Prompt: Among the entries below, only the lines starting at the one with "const ctx = document.querySelector('canvas').getContext('2d');" and ending at the one with "ctx.textBaseline = 'middle';", both included, are to be printed exactly.

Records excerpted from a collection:
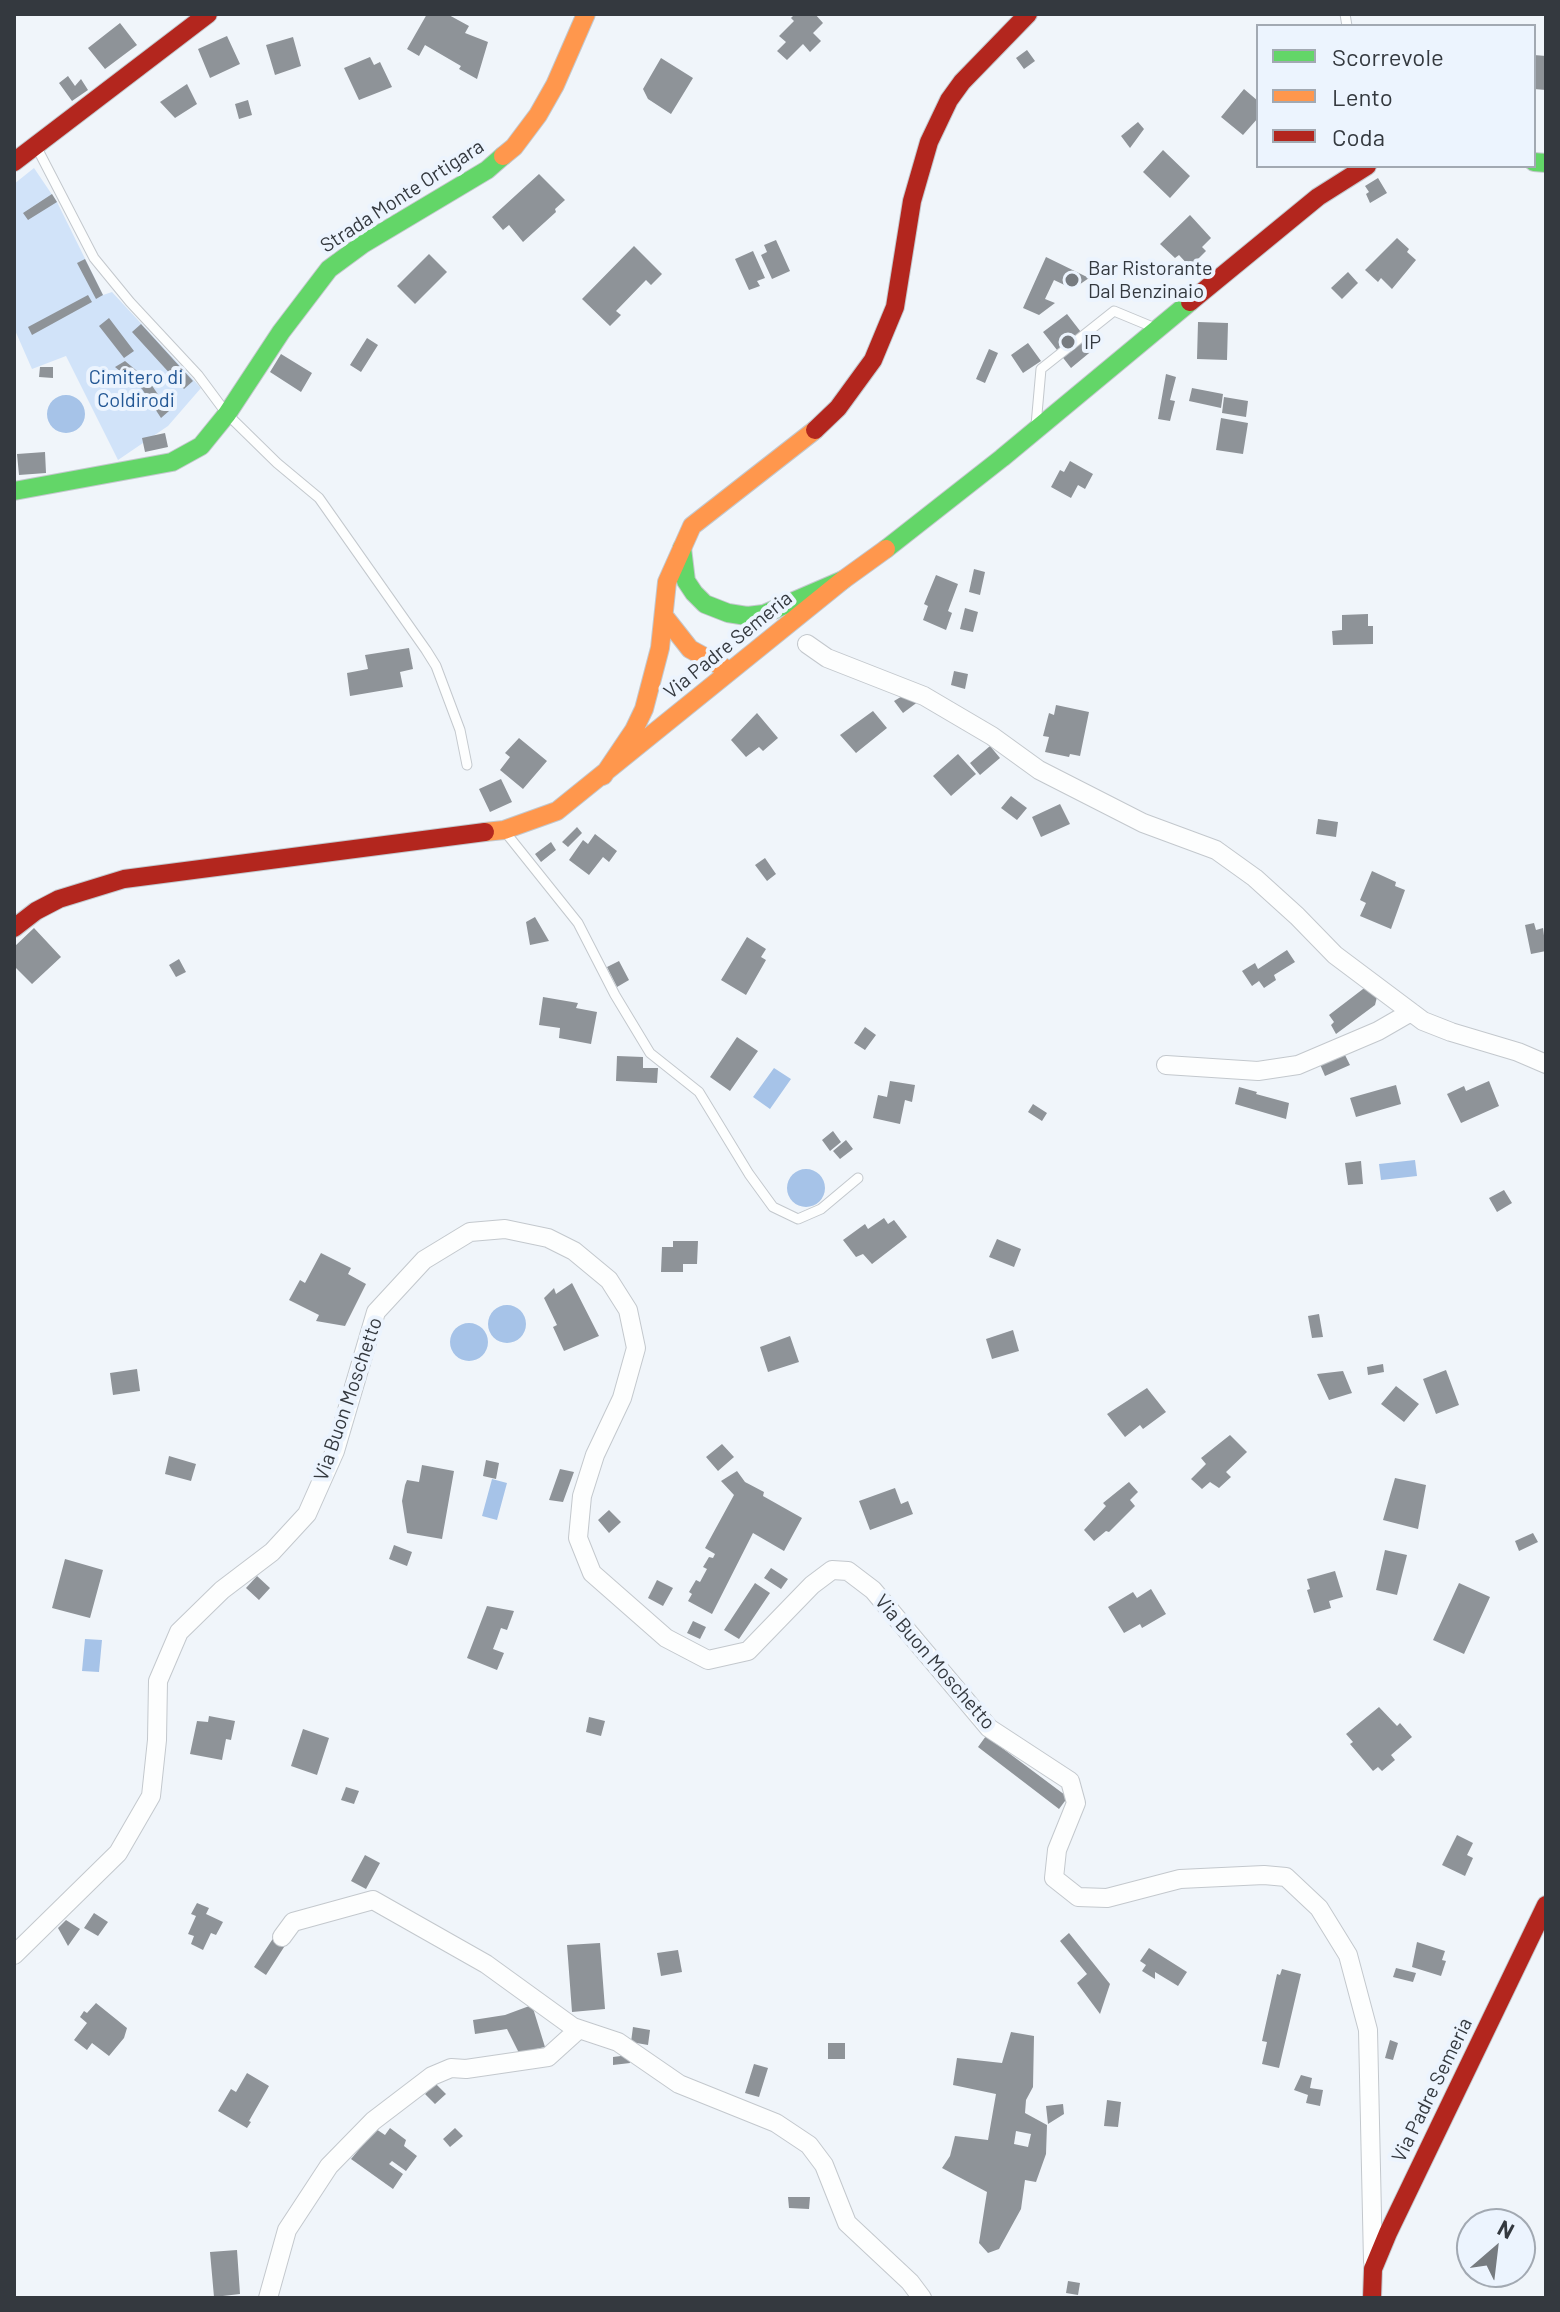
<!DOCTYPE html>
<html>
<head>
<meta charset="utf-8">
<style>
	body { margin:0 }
	#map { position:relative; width:1560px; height:2312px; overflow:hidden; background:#f0f5fa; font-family:Barlow,sans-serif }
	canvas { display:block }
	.frame { position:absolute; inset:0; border:16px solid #34393f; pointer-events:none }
	.legend { position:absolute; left:1256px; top:24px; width:280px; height:144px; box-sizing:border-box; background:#ecf4fe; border:2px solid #a2a9b2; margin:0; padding:10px 14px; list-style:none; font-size:24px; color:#34393f }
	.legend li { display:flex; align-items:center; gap:16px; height:40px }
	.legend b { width:40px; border:2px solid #a2a9b2 }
	.north { position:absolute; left:1456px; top:2208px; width:80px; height:80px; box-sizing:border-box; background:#ecf4fe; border:2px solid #a2a9b2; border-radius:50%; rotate:28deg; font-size:22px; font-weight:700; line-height:32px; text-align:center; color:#34393f }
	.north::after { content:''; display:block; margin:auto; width:28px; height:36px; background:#767b80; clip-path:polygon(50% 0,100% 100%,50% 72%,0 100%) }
</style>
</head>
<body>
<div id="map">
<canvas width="1560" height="2312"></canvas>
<div class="frame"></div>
<ul class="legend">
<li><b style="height:10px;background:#63d668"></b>Scorrevole</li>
<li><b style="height:10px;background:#ff974d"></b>Lento</li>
<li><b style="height:10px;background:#b3261e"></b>Coda</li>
</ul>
<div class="north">N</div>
</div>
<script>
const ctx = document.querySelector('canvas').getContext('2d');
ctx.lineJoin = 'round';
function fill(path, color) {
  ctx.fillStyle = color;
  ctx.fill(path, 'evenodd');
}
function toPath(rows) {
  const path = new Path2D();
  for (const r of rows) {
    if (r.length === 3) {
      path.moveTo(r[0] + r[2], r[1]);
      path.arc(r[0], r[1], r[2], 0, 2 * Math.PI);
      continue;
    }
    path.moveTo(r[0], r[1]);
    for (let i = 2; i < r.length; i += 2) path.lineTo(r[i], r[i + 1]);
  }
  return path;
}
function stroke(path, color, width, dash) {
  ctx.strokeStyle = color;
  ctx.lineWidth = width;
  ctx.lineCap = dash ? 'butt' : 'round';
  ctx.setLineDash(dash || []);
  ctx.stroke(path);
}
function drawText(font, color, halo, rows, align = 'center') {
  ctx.font = font + ' Barlow,sans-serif';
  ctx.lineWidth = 8;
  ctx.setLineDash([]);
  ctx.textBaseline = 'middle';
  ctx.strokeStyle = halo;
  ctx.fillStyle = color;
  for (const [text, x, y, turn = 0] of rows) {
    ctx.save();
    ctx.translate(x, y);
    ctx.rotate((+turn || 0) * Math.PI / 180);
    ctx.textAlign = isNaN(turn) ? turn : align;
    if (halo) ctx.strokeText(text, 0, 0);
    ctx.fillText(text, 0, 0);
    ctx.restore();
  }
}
const green = toPath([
	[34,168,57,202,103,295,112,292,201,388,168,426,118,460,66,356,32,369,14,328,14,184]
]);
const water = toPath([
	[66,414,19],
	[774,1068,791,1079,770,1109,753,1097],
	[1415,1160,1417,1176,1381,1180,1379,1164],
	[806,1188,19],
	[507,1324,19],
	[469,1342,19],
	[492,1479,507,1483,497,1520,482,1516],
	[85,1639,102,1640,99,1672,82,1671]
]);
const building = toPath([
	[427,14,447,14,469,26,465,33,488,42,477,79,459,69,461,66,425,45,419,56,407,49],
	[795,14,809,16,815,14,823,23,813,33,821,41,810,52,803,44,787,60,777,51,786,42,779,36,794,21,791,18],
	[120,23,137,45,105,69,88,48],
	[227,36,240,64,210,78,198,49],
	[293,37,301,66,275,75,266,45],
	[1027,50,1035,61,1024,69,1016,58],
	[1534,55,1546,56,1546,90,1534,89],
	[370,57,374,65,380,62,392,87,359,100,344,68],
	[661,58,693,78,671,114,648,99,643,89],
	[68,76,75,86,81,79,88,90,72,101,59,83],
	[187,84,197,104,175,118,160,102],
	[1244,89,1258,101,1258,118,1243,135,1221,117],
	[248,100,252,115,239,119,235,104],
	[1138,122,1144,129,1130,148,1121,136],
	[1163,150,1190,176,1170,198,1143,172],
	[539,174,565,200,555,209,556,212,523,242,509,225,503,230,492,217],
	[1378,178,1387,193,1370,203,1366,194,1369,192,1365,186],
	[52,194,57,202,28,220,23,213],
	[1190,215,1211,238,1202,247,1206,251,1190,267,1179,255,1175,258,1160,244],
	[1397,238,1409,249,1407,252,1416,260,1392,289,1381,278,1378,282,1365,270],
	[776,240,790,271,772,279,761,255,767,252,764,245],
	[634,246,662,274,651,285,646,280,616,311,621,315,610,326,582,299],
	[753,251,765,278,757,281,760,286,749,290,735,259],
	[429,254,447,272,415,304,397,286],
	[1046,257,1089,278,1073,289,1054,280,1045,299,1055,303,1039,315,1023,308],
	[85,259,103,295,96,299,77,263],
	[1348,272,1358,283,1342,299,1331,288],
	[88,295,92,302,32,335,28,327],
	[1067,314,1094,349,1071,368,1043,332],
	[109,318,134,351,124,358,99,326],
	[1198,322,1228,323,1227,360,1197,359],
	[141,324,193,381,184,389,132,332],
	[367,338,378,345,361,372,350,365],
	[1028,343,1041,361,1023,373,1011,355],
	[989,349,998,353,985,383,976,379],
	[281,354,312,373,301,392,270,372],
	[125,361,149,381,169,411,161,418,142,389,115,367],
	[40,367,53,367,53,378,39,377],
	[1166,374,1176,377,1170,400,1175,401,1170,421,1158,419],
	[1192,388,1223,394,1221,408,1189,401],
	[1224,397,1248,401,1246,417,1222,413],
	[1221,418,1248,423,1243,454,1216,450],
	[165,433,168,447,145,452,142,438],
	[45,452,46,473,19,475,17,454],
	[1070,461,1093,474,1085,489,1078,485,1071,498,1051,487,1060,470,1064,472],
	[974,569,985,572,980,595,969,592],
	[936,575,958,584,948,611,952,613,946,630,923,620,928,606,924,604],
	[965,608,978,612,973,632,960,629],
	[1368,614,1368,626,1373,626,1373,644,1333,645,1332,631,1342,630,1342,615],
	[409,648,413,669,400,672,403,687,350,696,347,673,368,669,365,655],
	[954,671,968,674,965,689,951,685],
	[904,695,919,701,903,713,894,701],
	[1056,705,1089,712,1080,756,1070,754,1069,757,1045,752,1049,737,1043,736,1049,713,1054,715],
	[873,711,887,728,856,753,840,735],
	[757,713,778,738,763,751,759,747,746,757,731,740],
	[519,738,547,761,523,789,500,770,510,757,505,753],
	[990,746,1000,758,980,775,970,763],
	[958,754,976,774,951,796,933,776],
	[501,779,512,802,490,812,479,789],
	[1011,796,1027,808,1017,820,1001,808],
	[1060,804,1070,824,1041,837,1032,817],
	[1318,819,1338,822,1336,837,1316,834],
	[577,827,582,833,568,847,562,842],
	[595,834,617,851,609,862,603,857,589,875,569,860,583,840,588,844],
	[551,842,556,850,541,862,535,854],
	[765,858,776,874,767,881,755,865],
	[1372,871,1396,882,1395,886,1405,890,1391,929,1360,916,1366,903,1360,900],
	[535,917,549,941,530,945,526,922],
	[1534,923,1536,930,1543,928,1546,951,1531,954,1525,925],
	[34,928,61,957,32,984,14,966,14,947],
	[747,937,766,949,761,957,766,960,746,995,721,980],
	[1287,950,1295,962,1274,975,1276,980,1264,988,1259,981,1252,986,1242,971,1255,963,1258,969],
	[179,959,186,972,176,977,169,965],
	[619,961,629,980,617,987,607,967],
	[1363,989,1368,989,1377,997,1375,1005,1336,1034,1331,1025,1334,1022,1329,1015],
	[543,997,578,1003,576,1008,597,1012,591,1044,559,1038,560,1028,539,1025],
	[865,1027,876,1035,865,1050,854,1043],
	[737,1037,758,1051,730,1091,710,1077],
	[1343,1051,1350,1065,1325,1076,1319,1062],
	[617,1056,643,1057,643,1068,658,1068,657,1083,616,1081],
	[890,1081,915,1085,912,1102,905,1100,900,1124,873,1118,878,1095,887,1097],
	[1489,1081,1499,1106,1461,1123,1447,1094,1464,1086,1466,1091],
	[1396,1085,1401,1104,1356,1117,1350,1098],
	[1239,1087,1257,1092,1256,1094,1289,1103,1286,1119,1235,1104],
	[1033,1104,1047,1113,1042,1121,1028,1112],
	[833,1131,841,1142,830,1151,822,1140],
	[846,1140,853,1149,840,1159,833,1151],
	[1361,1161,1363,1184,1348,1185,1345,1163],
	[1504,1190,1512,1203,1497,1212,1489,1198],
	[884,1218,888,1224,894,1220,907,1237,872,1264,863,1254,856,1257,843,1240,865,1224,868,1229],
	[997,1239,1021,1249,1014,1267,989,1257],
	[673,1241,698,1241,697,1264,683,1264,683,1272,661,1272,662,1247,673,1247],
	[321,1253,351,1268,348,1274,366,1284,345,1326,316,1321,319,1315,289,1300,300,1280,305,1283],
	[572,1283,599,1336,564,1351,553,1327,557,1325,544,1298,554,1288,556,1294],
	[1319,1314,1323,1337,1312,1338,1308,1316],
	[1013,1330,1019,1351,992,1359,986,1339],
	[790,1336,799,1362,768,1372,760,1347],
	[1383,1364,1384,1372,1368,1375,1367,1367],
	[137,1369,140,1391,113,1395,110,1373],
	[1446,1370,1459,1405,1436,1414,1423,1379],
	[1343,1371,1352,1393,1329,1400,1317,1374],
	[1396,1386,1419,1404,1404,1422,1381,1404],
	[1147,1388,1166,1412,1143,1429,1140,1425,1125,1437,1107,1414],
	[1230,1435,1247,1452,1226,1472,1231,1477,1219,1488,1210,1482,1202,1489,1191,1479,1206,1464,1201,1458],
	[722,1444,734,1457,718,1471,706,1457],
	[169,1456,196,1464,191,1481,165,1474],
	[486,1460,499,1463,496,1479,483,1476],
	[422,1465,454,1471,442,1539,407,1533,402,1501,405,1485,407,1480,419,1482],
	[560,1469,574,1472,563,1502,549,1500],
	[737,1471,745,1482,764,1492,763,1496,802,1518,784,1551,753,1533,712,1614,688,1601,692,1594,689,1592,696,1580,700,1582,707,1569,703,1567,709,1557,713,1558,715,1554,705,1548,734,1495,721,1481],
	[1395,1478,1426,1485,1418,1529,1383,1520],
	[1129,1482,1138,1492,1130,1500,1135,1506,1109,1532,1106,1531,1094,1541,1084,1530,1106,1506,1103,1503],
	[895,1488,901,1504,908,1501,913,1514,870,1530,859,1501],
	[609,1510,621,1522,609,1533,598,1520],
	[1533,1533,1538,1542,1519,1551,1515,1541],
	[394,1545,412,1552,407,1566,389,1559],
	[1385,1550,1407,1555,1397,1595,1376,1590],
	[65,1559,103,1570,90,1618,52,1608],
	[771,1568,788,1579,781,1589,764,1578],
	[1335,1571,1343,1597,1329,1601,1331,1608,1314,1613,1307,1590,1310,1589,1307,1579],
	[257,1576,270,1588,259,1600,246,1588],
	[657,1580,673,1588,663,1606,648,1598],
	[755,1583,770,1593,739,1639,724,1630],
	[1459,1583,1490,1597,1464,1654,1433,1640],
	[1151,1589,1166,1614,1142,1628,1140,1624,1124,1633,1108,1607,1133,1592,1137,1598],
	[487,1606,514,1611,507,1630,501,1628,493,1649,504,1653,497,1670,467,1658],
	[693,1621,706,1627,700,1639,687,1633],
	[1379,1707,1397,1726,1400,1723,1412,1737,1391,1755,1395,1760,1382,1771,1378,1767,1373,1771,1350,1744,1353,1742,1346,1734],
	[209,1716,235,1721,231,1740,226,1739,222,1760,190,1754,197,1721,208,1722],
	[589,1717,605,1721,601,1736,586,1732],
	[303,1729,329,1738,317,1775,291,1766],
	[986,1736,1065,1795,1065,1801,1059,1809,978,1747],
	[346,1787,359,1791,354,1804,341,1800],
	[1457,1835,1473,1843,1467,1855,1473,1858,1465,1876,1442,1865],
	[365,1855,380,1863,366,1889,351,1881],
	[197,1903,209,1908,206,1914,223,1922,216,1935,211,1933,203,1950,191,1944,194,1936,188,1934,196,1916,191,1914],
	[94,1913,108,1922,98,1936,84,1928],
	[66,1920,80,1929,68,1946,58,1928],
	[1069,1933,1110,1984,1100,2014,1077,1983,1087,1974,1060,1941],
	[274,1937,286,1944,266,1975,254,1967],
	[1417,1942,1445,1951,1442,1960,1446,1961,1441,1976,1412,1967],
	[600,1943,605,2009,572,2012,567,1945],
	[1149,1948,1187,1972,1178,1986,1155,1972,1155,1979,1142,1971,1146,1965,1140,1961],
	[678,1950,682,1972,661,1976,657,1953],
	[1396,1968,1416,1973,1413,1982,1393,1977],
	[1282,1969,1301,1974,1279,2068,1262,2064,1267,2042,1262,2041,1277,1974,1280,1975],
	[96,2003,127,2028,124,2038,109,2056,92,2043,87,2050,74,2040,87,2023,80,2017,84,2011,87,2013],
	[532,2005,545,2047,519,2053,507,2029,475,2034,473,2020,505,2015],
	[633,2027,650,2030,648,2045,631,2042],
	[1011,2032,1034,2036,1033,2087,1026,2100,1025,2113,1047,2125,1046,2154,1036,2182,1025,2180,1021,2209,999,2249,988,2253,979,2243,987,2192,942,2168,950,2156,955,2136,988,2140,996,2094,953,2085,957,2058,1002,2063],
	[1016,2131,1031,2134,1028,2147,1014,2144],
	[1390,2040,1398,2043,1393,2060,1385,2058],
	[828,2043,845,2043,845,2059,828,2059],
	[629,2055,630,2063,613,2065,613,2057],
	[754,2064,768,2068,759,2097,745,2093],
	[247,2073,269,2086,249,2121,251,2122,247,2128,218,2111,231,2089,236,2092],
	[1301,2075,1312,2078,1310,2088,1323,2090,1320,2106,1306,2103,1308,2095,1294,2090],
	[436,2084,446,2094,435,2104,425,2094],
	[1107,2100,1121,2102,1118,2127,1104,2126],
	[1063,2104,1064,2114,1048,2124,1046,2106],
	[390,2128,406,2140,404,2146,417,2156,406,2171,392,2161,389,2164,403,2174,393,2189,351,2159,376,2129,385,2135],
	[455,2128,463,2136,450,2147,443,2139],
	[788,2197,810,2197,809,2209,789,2208],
	[237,2250,240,2294,214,2297,210,2252],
	[1068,2281,1080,2283,1078,2295,1066,2293]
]);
const lane = toPath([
	[1345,14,1347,26],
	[37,148,94,258,130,302,198,375,227,414,277,463,319,498,426,650,436,666,460,730,467,765],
	[1036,425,1041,369,1114,311,1155,328],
	[506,833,578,923,615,995,650,1053,699,1092,749,1174,773,1207,798,1219,821,1209,858,1178]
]);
const street = toPath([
	[807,644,827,658,924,696,992,736,1039,770,1143,823,1216,850,1255,878,1297,916,1335,955,1423,1021,1451,1032,1518,1052,1546,1064],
	[1166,1065,1258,1071,1298,1065,1378,1031,1411,1012],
	[282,1937,293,1922,373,1900,486,1964,573,2027,618,2042,679,2084,776,2123,809,2145,824,2165,847,2223,910,2282,922,2298],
	[14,1955,118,1853,151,1796,157,1740,158,1681,179,1632,222,1590,272,1552,307,1514,335,1451,376,1312,424,1260,470,1232,505,1229,548,1238,574,1251,609,1280,628,1310,636,1348,622,1398,595,1455,582,1496,578,1538,592,1573,666,1638,708,1660,748,1651,812,1585,832,1570,848,1571,873,1590,989,1728,1070,1781,1076,1803,1057,1850,1054,1878,1078,1897,1107,1898,1180,1879,1264,1875,1286,1877,1319,1908,1348,1955,1368,2030,1373,2262],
	[268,2298,287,2230,329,2166,373,2121,432,2076,451,2068,466,2069,548,2057,579,2029]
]);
const fast = toPath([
	[1534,162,1546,163],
	[14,491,172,462,201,446,227,414,281,332,329,269,363,244,487,170,503,156],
	[682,548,686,581,694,593,705,604,728,613,747,616,764,614,843,580],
	[886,549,1002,458,1190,302]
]);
const slow = toPath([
	[503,156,514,147,538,115,555,85,586,14],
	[664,616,690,649,730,671],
	[603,776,634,730,644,709,660,648,667,582,692,526,815,430],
	[485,832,504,830,557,811,843,580,886,549]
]);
const jam = toPath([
	[14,162,208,14],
	[1190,302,1318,197,1367,166],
	[815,430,838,408,873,360,895,307,912,201,929,142,949,100,962,82,1028,14],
	[14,928,36,911,59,899,124,879,485,832],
	[1372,2298,1373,2269,1388,2233,1546,1905]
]);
const markers = [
	[1072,280,8,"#767b80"],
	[1068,342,8,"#767b80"]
];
const streetNames = [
	["Strada Monte Ortigara",402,196,-33],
	["Via Padre Semeria",728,645,-39],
	["Via Buon Moschetto",348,1399,-71],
	["Via Buon Moschetto",935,1662,49],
	["Via Padre Semeria",1432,2090,-64]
];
const poiNames = [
	["Bar Ristorante",1088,268],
	["Dal Benzinaio",1088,291],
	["IP",1084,342]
];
const parkNames = [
	["Cimitero di",136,377],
	["Coldirodi",136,400]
];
fill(green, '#d1e3f9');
fill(water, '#a6c3e8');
fill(building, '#8e9398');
stroke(lane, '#c3c8cd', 11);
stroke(street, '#c3c8cd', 20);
stroke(fast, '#c3c8cd', 20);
stroke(slow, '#c3c8cd', 20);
stroke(jam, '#c3c8cd', 20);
stroke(lane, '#fdfefe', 9);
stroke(street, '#fdfefe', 18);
stroke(fast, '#63d668', 18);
stroke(slow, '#ff974d', 18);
stroke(jam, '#b3261e', 18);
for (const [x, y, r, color] of markers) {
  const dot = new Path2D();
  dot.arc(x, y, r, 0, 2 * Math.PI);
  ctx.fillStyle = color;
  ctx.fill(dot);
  stroke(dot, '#ecf4fe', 3);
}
drawText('20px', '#34393f', '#ecf4fe', streetNames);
drawText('20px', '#34393f', '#ecf4fe', poiNames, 'left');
drawText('20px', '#235794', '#ecf4fe', parkNames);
</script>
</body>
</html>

Response to this exercise:
const ctx = document.querySelector('canvas').getContext('2d');
ctx.lineJoin = 'round';
function fill(path, color) {
  ctx.fillStyle = color;
  ctx.fill(path, 'evenodd');
}
function toPath(rows) {
  const path = new Path2D();
  for (const r of rows) {
    if (r.length === 3) {
      path.moveTo(r[0] + r[2], r[1]);
      path.arc(r[0], r[1], r[2], 0, 2 * Math.PI);
      continue;
    }
    path.moveTo(r[0], r[1]);
    for (let i = 2; i < r.length; i += 2) path.lineTo(r[i], r[i + 1]);
  }
  return path;
}
function stroke(path, color, width, dash) {
  ctx.strokeStyle = color;
  ctx.lineWidth = width;
  ctx.lineCap = dash ? 'butt' : 'round';
  ctx.setLineDash(dash || []);
  ctx.stroke(path);
}
function drawText(font, color, halo, rows, align = 'center') {
  ctx.font = font + ' Barlow,sans-serif';
  ctx.lineWidth = 8;
  ctx.setLineDash([]);
  ctx.textBaseline = 'middle';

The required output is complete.